*Directions*. Leave out every line before the one containing "Quick job: Read", and set down that line and the rest through the end of the listing exactly.

*Exercise data*.

|---|

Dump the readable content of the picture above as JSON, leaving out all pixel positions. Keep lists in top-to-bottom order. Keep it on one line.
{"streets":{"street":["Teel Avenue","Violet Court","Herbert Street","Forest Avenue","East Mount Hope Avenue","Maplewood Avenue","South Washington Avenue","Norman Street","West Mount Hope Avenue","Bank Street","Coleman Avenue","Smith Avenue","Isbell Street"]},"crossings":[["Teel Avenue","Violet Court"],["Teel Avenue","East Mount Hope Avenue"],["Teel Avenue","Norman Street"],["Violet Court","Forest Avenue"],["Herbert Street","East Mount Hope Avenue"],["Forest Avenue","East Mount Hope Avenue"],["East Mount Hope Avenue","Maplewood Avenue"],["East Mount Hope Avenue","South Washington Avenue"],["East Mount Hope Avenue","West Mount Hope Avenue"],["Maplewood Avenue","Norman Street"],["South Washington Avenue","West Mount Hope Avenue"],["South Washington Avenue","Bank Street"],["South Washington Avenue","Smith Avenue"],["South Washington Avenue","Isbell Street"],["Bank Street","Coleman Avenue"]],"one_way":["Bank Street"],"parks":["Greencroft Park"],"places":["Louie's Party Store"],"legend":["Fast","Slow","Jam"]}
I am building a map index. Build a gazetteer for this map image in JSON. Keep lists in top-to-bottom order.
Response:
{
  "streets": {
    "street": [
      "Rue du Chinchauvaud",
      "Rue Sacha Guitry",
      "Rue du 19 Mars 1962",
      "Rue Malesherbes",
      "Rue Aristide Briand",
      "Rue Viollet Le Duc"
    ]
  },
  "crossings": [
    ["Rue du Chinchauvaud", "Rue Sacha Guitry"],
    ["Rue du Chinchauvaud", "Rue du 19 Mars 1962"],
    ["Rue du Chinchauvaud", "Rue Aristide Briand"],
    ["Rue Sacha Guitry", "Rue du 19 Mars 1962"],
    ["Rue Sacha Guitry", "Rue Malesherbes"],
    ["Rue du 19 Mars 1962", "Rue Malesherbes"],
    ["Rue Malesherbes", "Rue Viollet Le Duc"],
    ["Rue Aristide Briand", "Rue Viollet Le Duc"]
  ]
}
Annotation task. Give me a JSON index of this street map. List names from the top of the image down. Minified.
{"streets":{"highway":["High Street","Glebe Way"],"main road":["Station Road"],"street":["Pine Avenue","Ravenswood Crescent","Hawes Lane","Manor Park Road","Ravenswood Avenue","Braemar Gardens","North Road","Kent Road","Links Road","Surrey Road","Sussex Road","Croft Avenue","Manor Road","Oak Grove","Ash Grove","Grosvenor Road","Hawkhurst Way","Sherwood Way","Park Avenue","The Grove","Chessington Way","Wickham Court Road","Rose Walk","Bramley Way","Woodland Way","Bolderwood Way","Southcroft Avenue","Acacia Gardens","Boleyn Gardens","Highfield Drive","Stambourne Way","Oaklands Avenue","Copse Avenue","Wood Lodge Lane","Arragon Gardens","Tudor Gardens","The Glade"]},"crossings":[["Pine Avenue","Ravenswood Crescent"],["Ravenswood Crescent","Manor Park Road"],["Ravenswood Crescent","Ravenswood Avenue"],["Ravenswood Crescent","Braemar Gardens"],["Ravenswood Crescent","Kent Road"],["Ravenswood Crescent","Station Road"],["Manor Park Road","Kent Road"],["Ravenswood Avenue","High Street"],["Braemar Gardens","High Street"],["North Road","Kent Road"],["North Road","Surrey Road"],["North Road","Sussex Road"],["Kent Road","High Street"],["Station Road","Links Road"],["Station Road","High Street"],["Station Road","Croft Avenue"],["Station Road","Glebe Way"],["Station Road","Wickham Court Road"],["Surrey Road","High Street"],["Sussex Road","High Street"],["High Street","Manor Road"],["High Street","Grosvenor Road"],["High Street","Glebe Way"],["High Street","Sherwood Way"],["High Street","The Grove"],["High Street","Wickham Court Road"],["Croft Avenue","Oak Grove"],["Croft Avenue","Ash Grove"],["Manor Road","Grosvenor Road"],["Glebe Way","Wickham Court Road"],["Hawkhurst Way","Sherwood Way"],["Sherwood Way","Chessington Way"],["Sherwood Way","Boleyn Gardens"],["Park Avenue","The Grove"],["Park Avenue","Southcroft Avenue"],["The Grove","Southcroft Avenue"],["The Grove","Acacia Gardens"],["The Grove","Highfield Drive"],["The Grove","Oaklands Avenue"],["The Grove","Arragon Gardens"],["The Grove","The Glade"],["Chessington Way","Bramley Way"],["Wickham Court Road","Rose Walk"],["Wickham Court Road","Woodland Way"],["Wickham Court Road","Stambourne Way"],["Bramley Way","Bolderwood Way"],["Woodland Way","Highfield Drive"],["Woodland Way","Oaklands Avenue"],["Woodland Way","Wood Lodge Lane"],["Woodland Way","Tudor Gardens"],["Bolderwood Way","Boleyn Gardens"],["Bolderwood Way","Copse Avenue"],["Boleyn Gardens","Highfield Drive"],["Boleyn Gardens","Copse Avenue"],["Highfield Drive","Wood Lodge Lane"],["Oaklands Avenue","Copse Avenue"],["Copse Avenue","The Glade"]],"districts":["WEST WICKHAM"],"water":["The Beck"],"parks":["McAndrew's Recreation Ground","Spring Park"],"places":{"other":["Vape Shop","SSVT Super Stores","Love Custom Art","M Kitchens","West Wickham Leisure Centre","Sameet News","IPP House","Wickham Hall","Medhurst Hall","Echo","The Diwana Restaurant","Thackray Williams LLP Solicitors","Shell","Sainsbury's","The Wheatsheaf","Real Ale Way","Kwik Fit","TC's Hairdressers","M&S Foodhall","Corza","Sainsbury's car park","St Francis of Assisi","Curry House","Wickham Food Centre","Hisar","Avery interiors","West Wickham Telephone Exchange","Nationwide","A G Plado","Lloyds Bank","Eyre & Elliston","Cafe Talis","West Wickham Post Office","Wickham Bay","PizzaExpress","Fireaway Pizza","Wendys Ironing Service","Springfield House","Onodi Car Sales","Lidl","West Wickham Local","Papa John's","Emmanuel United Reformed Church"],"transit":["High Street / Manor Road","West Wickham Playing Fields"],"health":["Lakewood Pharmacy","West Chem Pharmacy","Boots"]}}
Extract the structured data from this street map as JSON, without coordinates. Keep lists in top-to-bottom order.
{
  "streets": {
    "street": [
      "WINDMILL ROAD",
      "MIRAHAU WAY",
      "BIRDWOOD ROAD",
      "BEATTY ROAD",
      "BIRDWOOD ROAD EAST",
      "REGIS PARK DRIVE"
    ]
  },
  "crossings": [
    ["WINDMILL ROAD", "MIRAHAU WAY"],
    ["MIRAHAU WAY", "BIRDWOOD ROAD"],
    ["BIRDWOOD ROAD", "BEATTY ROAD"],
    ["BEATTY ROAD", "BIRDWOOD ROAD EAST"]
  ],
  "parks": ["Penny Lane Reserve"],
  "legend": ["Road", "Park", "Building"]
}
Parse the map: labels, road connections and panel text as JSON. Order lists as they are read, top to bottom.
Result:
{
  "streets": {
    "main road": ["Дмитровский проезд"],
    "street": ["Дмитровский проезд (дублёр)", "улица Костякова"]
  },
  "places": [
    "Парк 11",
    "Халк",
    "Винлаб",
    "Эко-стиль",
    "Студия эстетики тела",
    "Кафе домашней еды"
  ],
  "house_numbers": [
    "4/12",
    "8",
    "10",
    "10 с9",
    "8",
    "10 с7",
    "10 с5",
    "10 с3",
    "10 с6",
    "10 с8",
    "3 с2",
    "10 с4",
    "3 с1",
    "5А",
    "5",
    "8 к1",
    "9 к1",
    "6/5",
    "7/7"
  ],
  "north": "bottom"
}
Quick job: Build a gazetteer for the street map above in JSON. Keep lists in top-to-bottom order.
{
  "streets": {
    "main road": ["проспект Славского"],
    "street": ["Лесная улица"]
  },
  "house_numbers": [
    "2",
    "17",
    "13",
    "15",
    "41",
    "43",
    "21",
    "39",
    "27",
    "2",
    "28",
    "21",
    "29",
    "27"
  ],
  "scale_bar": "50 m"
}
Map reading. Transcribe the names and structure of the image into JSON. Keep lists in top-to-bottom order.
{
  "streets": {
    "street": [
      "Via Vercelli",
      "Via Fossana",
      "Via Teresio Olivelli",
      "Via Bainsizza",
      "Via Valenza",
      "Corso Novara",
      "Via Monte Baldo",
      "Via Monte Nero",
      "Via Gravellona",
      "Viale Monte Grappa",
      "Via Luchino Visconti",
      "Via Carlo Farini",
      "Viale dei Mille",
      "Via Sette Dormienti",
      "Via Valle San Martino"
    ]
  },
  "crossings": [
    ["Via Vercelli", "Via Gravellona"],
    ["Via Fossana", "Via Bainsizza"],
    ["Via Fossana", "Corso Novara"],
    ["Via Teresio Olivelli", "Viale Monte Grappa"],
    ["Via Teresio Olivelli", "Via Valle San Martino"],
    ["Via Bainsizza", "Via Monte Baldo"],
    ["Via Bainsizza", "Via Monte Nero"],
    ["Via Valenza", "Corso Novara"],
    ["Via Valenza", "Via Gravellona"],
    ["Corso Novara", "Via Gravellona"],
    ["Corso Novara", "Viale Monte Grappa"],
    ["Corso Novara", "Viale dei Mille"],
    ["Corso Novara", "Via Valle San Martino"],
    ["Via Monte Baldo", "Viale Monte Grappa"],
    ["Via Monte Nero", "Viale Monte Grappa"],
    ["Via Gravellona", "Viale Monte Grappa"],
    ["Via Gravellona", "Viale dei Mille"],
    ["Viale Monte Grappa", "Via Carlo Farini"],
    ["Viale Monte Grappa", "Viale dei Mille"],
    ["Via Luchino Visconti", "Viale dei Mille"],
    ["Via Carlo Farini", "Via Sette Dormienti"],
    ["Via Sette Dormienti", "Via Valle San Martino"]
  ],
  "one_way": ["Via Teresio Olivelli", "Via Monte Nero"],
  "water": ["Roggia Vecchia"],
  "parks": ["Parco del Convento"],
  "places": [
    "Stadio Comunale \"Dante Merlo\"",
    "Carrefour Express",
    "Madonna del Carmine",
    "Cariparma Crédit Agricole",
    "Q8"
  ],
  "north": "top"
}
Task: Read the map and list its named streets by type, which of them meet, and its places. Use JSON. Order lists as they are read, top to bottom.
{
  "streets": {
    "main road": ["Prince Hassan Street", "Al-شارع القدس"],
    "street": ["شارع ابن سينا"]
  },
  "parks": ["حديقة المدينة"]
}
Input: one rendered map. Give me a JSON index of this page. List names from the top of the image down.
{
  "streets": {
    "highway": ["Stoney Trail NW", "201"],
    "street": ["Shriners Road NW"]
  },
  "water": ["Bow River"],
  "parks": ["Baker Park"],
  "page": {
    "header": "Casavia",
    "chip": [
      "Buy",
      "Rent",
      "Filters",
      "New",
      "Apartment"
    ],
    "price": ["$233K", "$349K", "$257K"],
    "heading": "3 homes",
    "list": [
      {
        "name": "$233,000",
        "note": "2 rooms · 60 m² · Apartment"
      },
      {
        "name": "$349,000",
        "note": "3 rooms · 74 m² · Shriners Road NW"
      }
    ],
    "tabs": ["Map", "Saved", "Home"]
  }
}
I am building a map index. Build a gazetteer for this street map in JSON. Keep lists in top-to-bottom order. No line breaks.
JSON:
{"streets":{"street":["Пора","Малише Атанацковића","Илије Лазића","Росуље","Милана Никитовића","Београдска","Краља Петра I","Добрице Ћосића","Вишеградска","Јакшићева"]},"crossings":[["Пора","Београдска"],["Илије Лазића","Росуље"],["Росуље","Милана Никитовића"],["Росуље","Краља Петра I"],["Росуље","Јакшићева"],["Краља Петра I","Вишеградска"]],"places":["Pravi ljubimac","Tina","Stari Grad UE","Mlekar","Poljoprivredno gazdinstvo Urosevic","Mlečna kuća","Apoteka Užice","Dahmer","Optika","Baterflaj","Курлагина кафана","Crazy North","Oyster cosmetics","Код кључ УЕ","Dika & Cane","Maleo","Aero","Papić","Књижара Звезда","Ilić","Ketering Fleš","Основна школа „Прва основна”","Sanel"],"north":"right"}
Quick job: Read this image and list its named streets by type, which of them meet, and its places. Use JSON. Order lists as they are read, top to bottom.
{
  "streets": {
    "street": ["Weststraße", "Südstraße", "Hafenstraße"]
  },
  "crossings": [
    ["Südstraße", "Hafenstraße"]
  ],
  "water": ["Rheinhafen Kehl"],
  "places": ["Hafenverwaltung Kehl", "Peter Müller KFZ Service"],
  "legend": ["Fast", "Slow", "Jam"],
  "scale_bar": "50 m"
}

|---|

*Task output*.
Quick job: Read this image and list its named streets by type, which of them meet, and its places. Use JSON. Order lists as they are read, top to bottom.
{
  "streets": {
    "street": ["Weststraße", "Südstraße", "Hafenstraße"]
  },
  "crossings": [
    ["Südstraße", "Hafenstraße"]
  ],
  "water": ["Rheinhafen Kehl"],
  "places": ["Hafenverwaltung Kehl", "Peter Müller KFZ Service"],
  "legend": ["Fast", "Slow", "Jam"],
  "scale_bar": "50 m"
}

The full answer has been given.